D’où un discours — bruit de fond constant en démocratie — qui, de Rousseau à De Gaulle, dénonce l’existence même du parti comme trahison de la volonté générale, avec comme motifs principaux, le règne des intérêts particuliers, les logiques électoralistes, le clientélisme, le népotisme, etc.
Et pourtant les partis sont devenus consubstantiels à la vie démocratique
Oui. C’est le fruit d’un processus qui a vu converger deux modèles contraires du « Parti ».
• Le modèle libéral naît en Angleterre (Whig vs Tory) et se déploie aux Etats-Unis (Démocrate vs Républicain) : c’est le « parti club ». Il réunit les citoyens les plus actifs (d’élites), prêts à s’investir plus que les autres dans la vie de la cité et faire vivre le pluralisme. Le pluralisme, c’est la meilleure façon d’éviter la guerre civile : les conflits ne sont pas abolis, ils sont organisés, institutionnalisés et donc canalisés . Le militant est l’euphémisation du militaire.
• Le second modèle est celui du parti total, voire totalitaire, dont le parti communiste représente la figure emblématique. Pourquoi totalitaire ? Parce que c’est un parti qui prétend être Tout ; c’est-à-dire être le peuple dans sa totalité. Ce faisant il crée, — et c’est la force de ce modèle, — une sorte de société bis (qui a vocation à remplacer la vraie). Au « Parti », comme dans une église, on se forme, on se marie, on se réunit, on mange, on boit, on part en vacances. Il accompagne l’ensemble de l’existence. Quand il réussit, il devient un oxymore : le « parti unique ».

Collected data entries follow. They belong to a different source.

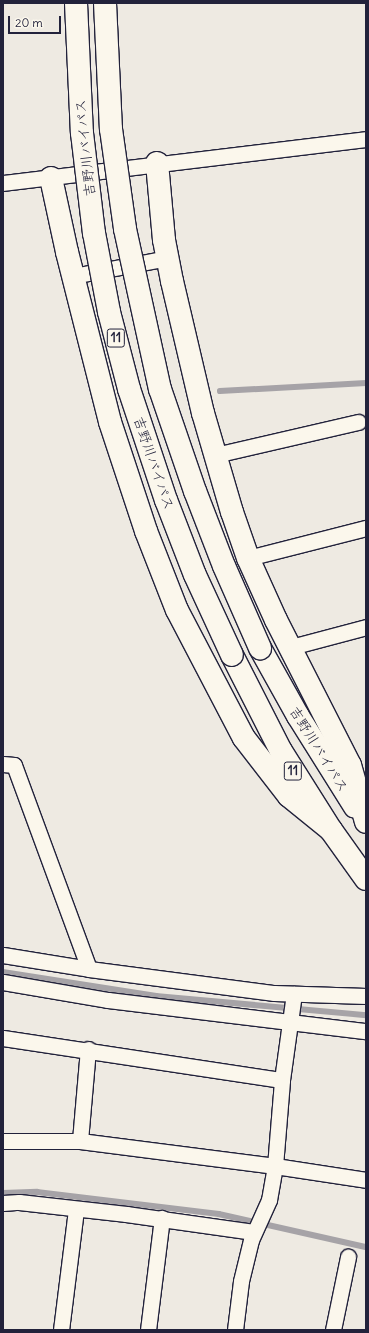 <!DOCTYPE html>
<meta charset="utf-8">
<style>
body{margin:0}
#map{position:relative;width:369px;height:1333px;overflow:hidden;background:#eeeae2;font-family:Delius,"Klee One",sans-serif}
div>[style]{position:absolute}
.stream>*{height:5.5px;margin:-2.75px;padding:0 2.75px;transform-origin:2.75px;border-radius:2.75px;background:#a6a3a7}
.roads{filter:drop-shadow(1px 0 #22223b) drop-shadow(-1px 0 #22223b) drop-shadow(0 1px #22223b) drop-shadow(0 -1px #22223b)}
.minor>*{height:15px;margin:-7.5px;padding:0 7.5px;transform-origin:7.5px;border-radius:7.5px;background:#fbf7ec}
.trunk>*{height:22px;margin:-11px;padding:0 11px;transform-origin:11px;border-radius:11px;background:#fbf7ec}
.bridges{filter:drop-shadow(1px 0 #22223b) drop-shadow(-1px 0 #22223b) drop-shadow(0 1px #22223b) drop-shadow(0 -1px #22223b)}
.trunk-bridge>*{height:22px;margin:-11px;padding:0 11px;transform-origin:11px;border-radius:11px;background:#fbf7ec}
span{translate:-50% -50%;white-space:nowrap;text-align:center;line-height:1.15;-webkit-text-stroke:3px #fbf7ec;paint-order:stroke}
.shield-label span{padding:1px 3px;background:#fbf7ec;border:1px solid;border-radius:3px;-webkit-text-stroke-width:0}
.shield-label{font-size:13px;color:#22223b;font-weight:700}
.street-label{font-size:14px;color:#22223b}
.frame{position:absolute;inset:0;border:4px solid #22223b;pointer-events:none}
.scale{position:absolute;left:8px;top:16px;width:53px;height:18px;box-sizing:border-box;border:2px solid #22223b;border-top:0;padding-left:5px;font-size:12px;line-height:14px;white-space:nowrap;color:#22223b;-webkit-text-stroke:3px #fbf7ec;paint-order:stroke}
</style>
<div id="map">
<div class="stream">
<i style="left:220px;top:391px;width:146px;rotate:-3.1deg"></i>
<i style="left:3px;top:972px;width:155px;rotate:8.9deg"></i>
<i style="left:156px;top:996px;width:211px;rotate:5.2deg"></i>
<i style="left:3px;top:1193px;width:34px;rotate:-2deg"></i>
<i style="left:37px;top:1192px;width:183px;rotate:6.9deg"></i>
<i style="left:219px;top:1214px;width:151px;rotate:12.7deg"></i>
</div>
<div class="roads">
<div class="minor">
<i style="left:3px;top:183px;width:366px;rotate:-6.9deg"></i>
<i style="left:73px;top:276px;width:97px;rotate:-10.7deg"></i>
<i style="left:215px;top:455px;width:147px;rotate:-13deg"></i>
<i style="left:248px;top:558px;width:122px;rotate:-14.3deg"></i>
<i style="left:291px;top:647px;width:78px;rotate:-14.9deg"></i>
<i style="left:3px;top:764px;width:11px;rotate:5deg"></i>
<i style="left:14px;top:765px;width:217px;rotate:69.8deg"></i>
<i style="left:3px;top:955px;width:87px;rotate:9.2deg"></i>
<i style="left:89px;top:969px;width:187px;rotate:7.4deg"></i>
<i style="left:274px;top:993px;width:92px;rotate:1.9deg"></i>
<i style="left:3px;top:982px;width:107px;rotate:9.7deg"></i>
<i style="left:108px;top:1000px;width:260px;rotate:6.9deg"></i>
<i style="left:3px;top:1038px;width:282px;rotate:8.6deg"></i>
<i style="left:88px;top:1049px;width:92px;rotate:95deg"></i>
<i style="left:80px;top:1141px;width:197px;rotate:7.3deg"></i>
<i style="left:275px;top:1166px;width:92px;rotate:8.7deg"></i>
<i style="left:3px;top:1141px;width:77px"></i>
<i style="left:3px;top:1203px;width:16px;rotate:-4deg"></i>
<i style="left:19px;top:1202px;width:108px;rotate:6.4deg"></i>
<i style="left:126px;top:1214px;width:129px;rotate:8deg"></i>
<i style="left:61px;top:1330px;width:122px;rotate:-82.9deg"></i>
<i style="left:148px;top:1330px;width:113px;rotate:-82.9deg"></i>
<i style="left:235px;top:1330px;width:49px;rotate:-83deg"></i>
<i style="left:241px;top:1281px;width:42px;rotate:-76.3deg"></i>
<i style="left:251px;top:1240px;width:44px;rotate:-65.8deg"></i>
<i style="left:269px;top:1200px;width:35px;rotate:-80deg"></i>
<i style="left:275px;top:1166px;width:86px;rotate:-85.3deg"></i>
<i style="left:282px;top:1080px;width:87px;rotate:-82.1deg"></i>
<i style="left:333px;top:1330px;width:75px;rotate:-78.4deg"></i>
</div>
<div class="trunk">
<i style="left:157px;top:163px;width:77px;rotate:84.8deg"></i>
<i style="left:164px;top:240px;width:42px;rotate:79deg"></i>
<i style="left:172px;top:281px;width:136px;rotate:76.8deg"></i>
<i style="left:203px;top:413px;width:103px;rotate:73.7deg"></i>
<i style="left:232px;top:512px;width:49px;rotate:70.8deg"></i>
<i style="left:248px;top:558px;width:68px;rotate:65.7deg"></i>
<i style="left:276px;top:620px;width:163px;rotate:63deg"></i>
<i style="left:350px;top:765px;width:59px;rotate:74.3deg"></i>
<i style="left:51px;top:178px;width:76px;rotate:77.8deg"></i>
<i style="left:67px;top:252px;width:175px;rotate:75.8deg"></i>
<i style="left:110px;top:422px;width:115px;rotate:71.7deg"></i>
<i style="left:146px;top:531px;width:85px;rotate:68.6deg"></i>
<i style="left:177px;top:610px;width:144px;rotate:62.4deg"></i>
<i style="left:244px;top:738px;width:73px;rotate:52.2deg"></i>
<i style="left:289px;top:796px;width:54px;rotate:39deg"></i>
<i style="left:260px;top:648px;width:78px;rotate:60.8deg"></i>
<i style="left:298px;top:716px;width:107px;rotate:57.9deg"></i>
<i style="left:232px;top:655px;width:108px;rotate:63deg"></i>
<i style="left:281px;top:751px;width:93px;rotate:57.7deg"></i>
<i style="left:331px;top:830px;width:60px;rotate:54.5deg"></i>
</div>
</div>
<div class="bridges">
<div class="trunk-bridge">
<i style="left:76px;top:3px;width:130px;rotate:87.4deg"></i>
<i style="left:82px;top:133px;width:101px;rotate:83.2deg"></i>
<i style="left:94px;top:233px;width:80px;rotate:79.2deg"></i>
<i style="left:109px;top:312px;width:80px;rotate:75.4deg"></i>
<i style="left:129px;top:389px;width:117px;rotate:71.6deg"></i>
<i style="left:166px;top:500px;width:80px;rotate:68.9deg"></i>
<i style="left:195px;top:575px;width:88px;rotate:65.2deg"></i>
<i style="left:105px;top:3px;width:126px;rotate:87.3deg"></i>
<i style="left:111px;top:129px;width:101px;rotate:82deg"></i>
<i style="left:125px;top:229px;width:164px;rotate:77.7deg"></i>
<i style="left:160px;top:389px;width:108px;rotate:71.1deg"></i>
<i style="left:195px;top:491px;width:80px;rotate:68.9deg"></i>
<i style="left:224px;top:566px;width:90px;rotate:66.3deg"></i>
</div>
</div>
<div class="shield-label">
<span style="left:116px;top:338px">11</span>
<span style="left:293px;top:771px">11</span>
</div>
<div class="street-label">
<span style="left:85px;top:148px;rotate:-96deg">吉野川バイパス</span>
<span style="left:154px;top:463px;rotate:71deg">吉野川バイパス</span>
<span style="left:319px;top:749px;rotate:58deg">吉野川バイパス</span>
</div>
<div class="frame"></div>
<div class="scale">20 m</div>
</div>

Pour vous, ces deux modèles sont en crise.
Oui, le premier (le parti club, élitiste, libéral) parce qu’il n’est pas assez démocratique ; le second (le de masse, type communiste) parce qu’il est trop « religieux ». Ils ont été laminés par l’individualisation, c’est-à-dire par la double crise de la croyance et de la vocation politiques.
• Sur le plan de l’engagement, on a aujourd’hui des partis sans militants et des militants sans partis. Les adhérents historiques ont été concurrencés par des nouvelles formes d’engagement moins durables, ponctuelles, favorisées par les réseaux sociaux. Et quand les partis tentent de démocratiser leur fonctionnement (primaires), cela produit des majorités peu claires et des leaders sans leadership (PS, LR, verts) et des conflits sans fin. Dure leçon : les partis de la démocratie ne se démocratisent eux-mêmes qu’à leur détriment.
• Sur le plan des croyances, on a des partis sans idéologies et des idéologies sans partis. Ainsi l’écologie se déploie-t-elle désormais bien au-delà du seul parti vert. Alors même que, dans chaque parti, les repères doctrinaux sont brouillés. On se surprend à voir la gauche de la gauche faire l’éloge du « petit bourgeois » (jadis honni) à travers la figure du retraité rentier qui va à la pêche et garde ses petits enfants (voir Rufin). La gauche, elle, a mis en débat tous ses piliers idéologiques : la Nation (d’abord au profit de l’internationale ouvrière, puis de la mondialisation heureuse), le Travail (qui est devenu une « valeur de droite »), la Laïcité (1989), le Peuple (note de Terra Nova). La droite, elle, ne veut plus être ni libérale ni bonapartiste ni conservatrice. Et l’extrême droite cherche à se dé-diaboliser en tournant le dos à ses racines réactionnaires. Quant au parti du président : il est idéologiquement insituable, ce qui fait qu’on lui reproche d’être de droite quand il fait une réforme sociale (Retraite) ; et d’être de gauche quand il prétend à une réforme d’ordre (loi immigration à venir).
Quel avenir ?
Il me semble assez sombre. Le parti se réduit aujourd’hui à une machine électorale, grassement financée par l’Etat, dont il est désormais un organe intégré, au prix d’une coupure avec la société. Il a délocalisé la production d’idées à des think tank plus ou moins affiliés ; il néglige la formation (militants, élus) ; la convivialité interne se réduit comme peau de chagrin. Il va falloir revivifier le parti-club et je ne vois pas d’autre chemin que celui d’une réélaboration idéologique sérieuse. Vaste chantier !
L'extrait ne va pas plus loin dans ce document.